Comment fonctionne la succession ?
À votre décès, votre patrimoine est transmis à vos héritiers selon la loi (ou votre testament). Chaque héritier paie des droits de succession calculés sur sa part nette après abattement.
En ligne directe (parent → enfant), le barème est progressif de 5 % à 45 % après un abattement de 100 000 € par enfant et par parent. Le conjoint marié et le partenaire de PACS sont totalement exonérés.
| Part nette taxable (ligne directe) | Taux |
|---|---|
| Jusqu'à 8 072 € | 5 % |
| 8 073 € – 12 109 € | 10 % |
| 12 110 € – 15 932 € | 15 % |
| 15 933 € – 552 324 € | 20 % |
| 552 325 € – 902 838 € | 30 % |
| Au-delà de 902 839 € | 35–45 % |
Assurance-vie : transmettre hors succession
C'est le levier fiscal le plus puissant pour la transmission. Les capitaux décès d'une assurance-vie sont transmis hors succession, directement aux bénéficiaires désignés dans la clause bénéficiaire.
Fiscalité des capitaux décès 2026
- Versements avant 70 ans : abattement de 152 500 € par bénéficiaire, puis taxation à 20 % jusqu'à 700 000 € et 31,25 % au-delà
- Versements après 70 ans : abattement global de 30 500 € (tous bénéficiaires confondus), puis droits de succession classiques sur l'excédent
Donner de son vivant : le levier le plus efficace
La donation anticipe la succession et permet d'utiliser les abattements avant le décès. Le principe clé : les abattements se rechargent tous les 15 ans — il est donc possible de les utiliser plusieurs fois.
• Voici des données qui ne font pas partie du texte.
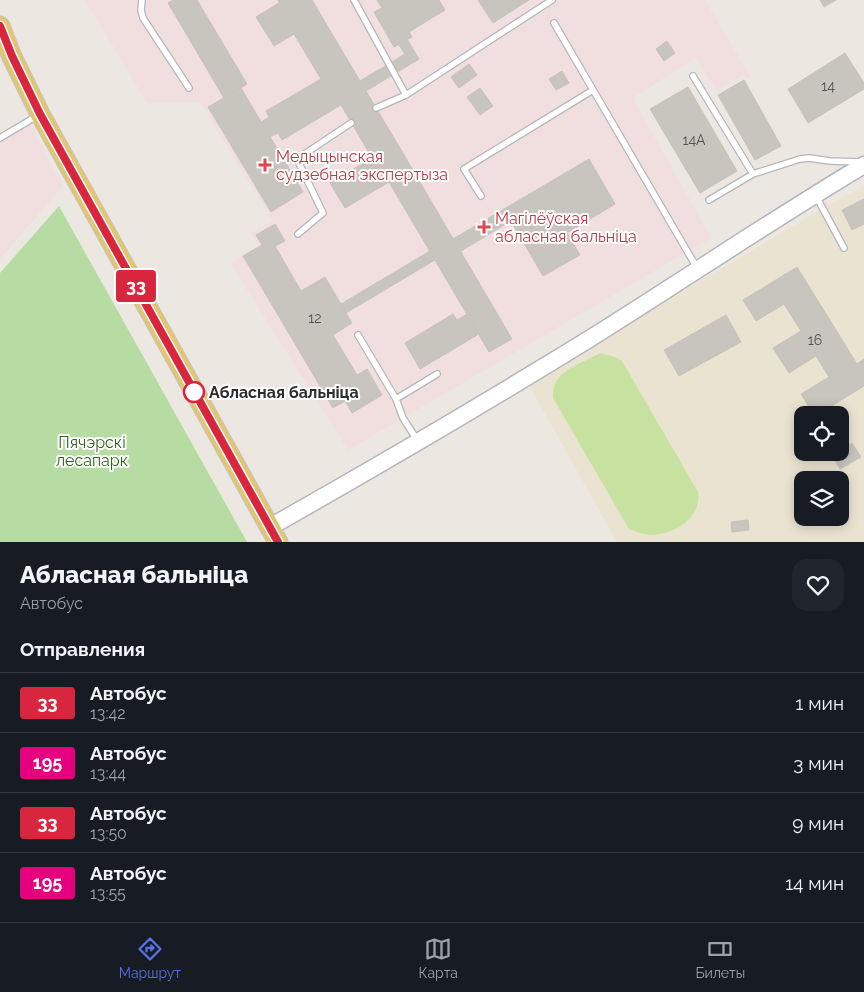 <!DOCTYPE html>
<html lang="ru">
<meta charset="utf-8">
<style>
body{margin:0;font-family:Raleway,sans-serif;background:#20242c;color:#f1f3f6;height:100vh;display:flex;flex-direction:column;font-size:19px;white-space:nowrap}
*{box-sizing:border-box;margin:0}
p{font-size:16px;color:#9ea1a6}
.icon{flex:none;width:28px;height:28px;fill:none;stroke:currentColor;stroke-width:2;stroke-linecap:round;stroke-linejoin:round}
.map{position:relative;height:542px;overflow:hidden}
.drawer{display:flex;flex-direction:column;background:#171b24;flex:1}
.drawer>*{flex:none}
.badge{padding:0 10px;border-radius:4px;font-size:18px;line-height:32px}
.controls{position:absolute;left:794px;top:406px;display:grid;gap:10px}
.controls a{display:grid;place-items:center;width:55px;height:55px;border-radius:10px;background:#171b24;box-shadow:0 2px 12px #0003;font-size:25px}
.map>.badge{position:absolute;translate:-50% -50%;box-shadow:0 0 0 2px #fff}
h2{padding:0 20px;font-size:19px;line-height:45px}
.round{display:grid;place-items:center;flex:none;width:52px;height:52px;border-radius:15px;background:#20242c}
.head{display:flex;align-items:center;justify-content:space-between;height:85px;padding:0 20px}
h1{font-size:24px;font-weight:800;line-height:38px}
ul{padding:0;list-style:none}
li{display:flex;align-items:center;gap:15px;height:60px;padding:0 20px;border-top:1px solid #363941}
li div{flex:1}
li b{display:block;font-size:19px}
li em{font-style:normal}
li .badge{min-width:55px;font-weight:700;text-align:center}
.tab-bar{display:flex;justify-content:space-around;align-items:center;height:70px;border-top:1px solid #363941;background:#171b24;font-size:14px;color:#9ea1a6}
.tab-bar a{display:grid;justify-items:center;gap:2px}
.tab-bar .on{color:#5471e6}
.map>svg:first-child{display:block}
.education{fill:#ebe3d2;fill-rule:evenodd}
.medical{fill:#f1dfe0}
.green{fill:#b7dca3}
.pitch{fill:#c7e2a0}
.building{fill:#c8c5be;stroke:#c8c3ba}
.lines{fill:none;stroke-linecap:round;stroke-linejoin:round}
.lane-casing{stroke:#b4b6be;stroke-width:8}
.secondary-casing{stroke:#b4b6be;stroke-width:19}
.primary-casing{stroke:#c4c4c4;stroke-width:21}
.lane{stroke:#fff;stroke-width:5.5}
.secondary{stroke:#fff;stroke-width:16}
.primary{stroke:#e1c570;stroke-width:19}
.line-casing{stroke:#fff;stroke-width:11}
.line{stroke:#d7263d;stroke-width:8}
.health-dot{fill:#e0444e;stroke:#fff;stroke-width:2}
.stop-dot{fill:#fff;stroke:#d7263d;stroke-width:2.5}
.labels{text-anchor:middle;stroke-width:4;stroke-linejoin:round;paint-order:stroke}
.number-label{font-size:14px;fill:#535250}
.health-label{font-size:16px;fill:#be3a42;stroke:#fff;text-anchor:start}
.stop-label{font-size:16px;font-weight:bold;fill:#2c2c2c;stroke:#fff;text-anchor:start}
.park-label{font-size:16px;fill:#316223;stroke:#fff}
</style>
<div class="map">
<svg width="864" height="542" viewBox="0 0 864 542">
<rect width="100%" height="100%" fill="#ece7e0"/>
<path class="education" d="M864 186V542H617L531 389 534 380 823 208ZM802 415H840V452H802ZM802 480H840V518H802Z"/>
<path class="medical" d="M85 0H705L752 79 743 75 716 90 695 58 633 98 711 238 348 450 231 264 258 245 251 233 273 221 200 102 147 103Z
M29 122 63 186 0 259V135Z"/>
<path class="green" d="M59 206 247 542H0V273Z"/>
<path class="pitch" d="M601 353 615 357 622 361 698 492C703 519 669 539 644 534 639 533 634 531 629 529L553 398C553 395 553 390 554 386 558 371 587 360 601 353Z"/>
<path class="building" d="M173 0H197L247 84 224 98 168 3Z
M278 0H312L360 81 405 54 398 44 407 39 419 59 366 91 397 143 372 158 341 105 282 140 278 133 270 137 261 122 269 117 266 111 321 79 294 34 274 46 256 17 279 3Z
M377 0H439L445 10 409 32 412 37 394 47 374 12 382 8Z
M478 0H529L493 23Z
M820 0H836L824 7Z
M667 41 675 53 664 61 656 49Z
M845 53 864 83V89L808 123 788 89Z
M469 64 477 75 459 88 451 77Z
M562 71 569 83 556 90 549 79Z
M744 80 781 146 755 160 718 95Z
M688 87 737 171 700 193 650 109Z
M241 88 303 192 271 212 208 107Z
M480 88 493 106 480 115 467 97Z
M397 143 512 339 489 352 389 182 345 208 330 183Z
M589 159 615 204 567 233 580 255 543 276 504 209Z
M864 199V224L852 230 842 210Z
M504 209 511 221 461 251 453 239Z
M275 224 285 241 275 246 301 291 325 277 352 323 333 335 357 375 367 369 382 395 352 413 345 401 333 408 243 256 262 245 256 235Z
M430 251 435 260 346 313 341 304Z
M797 267 857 364 864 359V370L863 371 864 374V386L817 415H814L801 394 829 377 816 356 789 373 773 348 801 331 784 304 756 321 743 300Z
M453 314 457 320 467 314 479 334 420 369 405 343Z
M726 315 741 342 679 376 664 350Z
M841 434 848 446 852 443 861 457 840 469 832 455 836 452H840V435Z
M748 520 749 530 732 532 731 522Z"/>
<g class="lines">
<defs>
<path id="lane" d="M142 0 141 10 143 18 189 88
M354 0 406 95
M554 23 697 268
M693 76 753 174
M376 108 406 95 552 0
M0 138 37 116
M481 196 464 169 593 90
M816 196 844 248
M709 200 753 174 800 159 809 158 830 161 862 162
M298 234 323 213 297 159 351 123
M358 335 396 399 403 418 417 440
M396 399 437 374"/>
<path id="secondary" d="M270 527C376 467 482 405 586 341 679 283 770 221 864 165"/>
<path id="primary" d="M0 26 12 57 40 114 278 542"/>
</defs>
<use href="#lane" class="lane-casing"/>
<use href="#secondary" class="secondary-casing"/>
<use href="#primary" class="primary-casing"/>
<use href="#lane" class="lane"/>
<use href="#secondary" class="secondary"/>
<use href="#primary" class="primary"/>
</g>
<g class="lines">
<defs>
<path id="line" d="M0 26 12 56 40 114 278 542"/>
</defs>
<use href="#line" class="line-casing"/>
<use href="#line" class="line"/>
</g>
<g class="health-dot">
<path d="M262.5 157.5h5v5h5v5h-5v5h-5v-5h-5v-5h5z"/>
<path d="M481.5 219.5h5v5h5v5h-5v5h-5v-5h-5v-5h5z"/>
</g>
<circle class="stop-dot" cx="194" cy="392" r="10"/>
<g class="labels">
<g class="number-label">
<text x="828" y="91">14</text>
<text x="694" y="145">14А</text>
<text x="315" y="323">12</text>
<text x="815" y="345">16</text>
</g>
<g class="health-label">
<text x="276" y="162">Медыцынская<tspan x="276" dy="18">судзебная экспертыза</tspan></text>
<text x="495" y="224">Магілёўская<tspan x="495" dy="18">абласная бальніца</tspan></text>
</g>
<g class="stop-label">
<text x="209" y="398">Абласная бальніца</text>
</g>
<g class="park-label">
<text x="92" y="448">Пячэрскі<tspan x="92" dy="18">лесапарк</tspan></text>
</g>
</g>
</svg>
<div class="controls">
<a><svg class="icon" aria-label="locate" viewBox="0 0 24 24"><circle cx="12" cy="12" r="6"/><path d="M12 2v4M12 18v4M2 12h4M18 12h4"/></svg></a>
<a><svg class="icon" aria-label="layers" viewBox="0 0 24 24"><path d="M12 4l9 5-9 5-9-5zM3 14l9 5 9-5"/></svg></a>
</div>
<b class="badge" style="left:136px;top:286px;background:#d7263d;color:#fff">33</b>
</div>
<section class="drawer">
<div class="head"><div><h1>Абласная бальніца</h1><p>Автобус</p></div><a class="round"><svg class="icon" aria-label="heart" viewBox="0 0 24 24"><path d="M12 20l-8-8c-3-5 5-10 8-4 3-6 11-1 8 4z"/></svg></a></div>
<h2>Отправления</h2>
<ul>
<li><span class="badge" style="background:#d7263d;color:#fff">33</span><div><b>Автобус</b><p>13:42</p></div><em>1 мин</em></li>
<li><span class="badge" style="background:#e6007e;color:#fff">195</span><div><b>Автобус</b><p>13:44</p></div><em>3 мин</em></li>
<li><span class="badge" style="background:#d7263d;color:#fff">33</span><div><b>Автобус</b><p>13:50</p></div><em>9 мин</em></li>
<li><span class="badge" style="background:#e6007e;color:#fff">195</span><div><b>Автобус</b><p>13:55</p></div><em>14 мин</em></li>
</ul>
</section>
<nav class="tab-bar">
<a class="on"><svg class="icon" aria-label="directions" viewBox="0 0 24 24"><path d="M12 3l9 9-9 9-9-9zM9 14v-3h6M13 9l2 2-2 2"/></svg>Маршрут</a>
<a><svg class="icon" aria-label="map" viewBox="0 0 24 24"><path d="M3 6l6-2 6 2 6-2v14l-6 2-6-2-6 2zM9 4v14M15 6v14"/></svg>Карта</a>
<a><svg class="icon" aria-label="tickets" viewBox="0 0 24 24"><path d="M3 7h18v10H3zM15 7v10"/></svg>Билеты</a>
</nav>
- Abattement parent → enfant : 100 000 € par parent, tous les 15 ans
- Don familial en argent (art. 790 G) : 31 865 € supplémentaires, cumulable, si donateur < 80 ans et bénéficiaire majeur
Un couple avec 2 enfants peut donc transmettre sans droits : 2 × (100 000 + 31 865) × 2 = 527 460 € sur une génération — et autant dans 15 ans.
Démembrement : donner la nue-propriété, garder l'usufruit
Le démembrement de propriété consiste à donner la nue-propriété d'un bien (maison, parts de SCPI, contrat de capitalisation) à ses enfants tout en conservant l'usufruit — c'est-à-dire le droit d'usage et de jouissance.
L'avantage fiscal : les droits de donation ne portent que sur la valeur de la nue-propriété, calculée selon l'âge de l'usufruitier. À 60 ans, la nue-propriété représente 50 % de la valeur totale. Au décès, les enfants récupèrent la pleine propriété sans droits supplémentaires.
Testament et protection du conjoint
Sans testament, la loi organise la succession selon les héritiers réservataires. Pour protéger un conjoint non marié ou des enfants d'une famille recomposée, un testament est indispensable.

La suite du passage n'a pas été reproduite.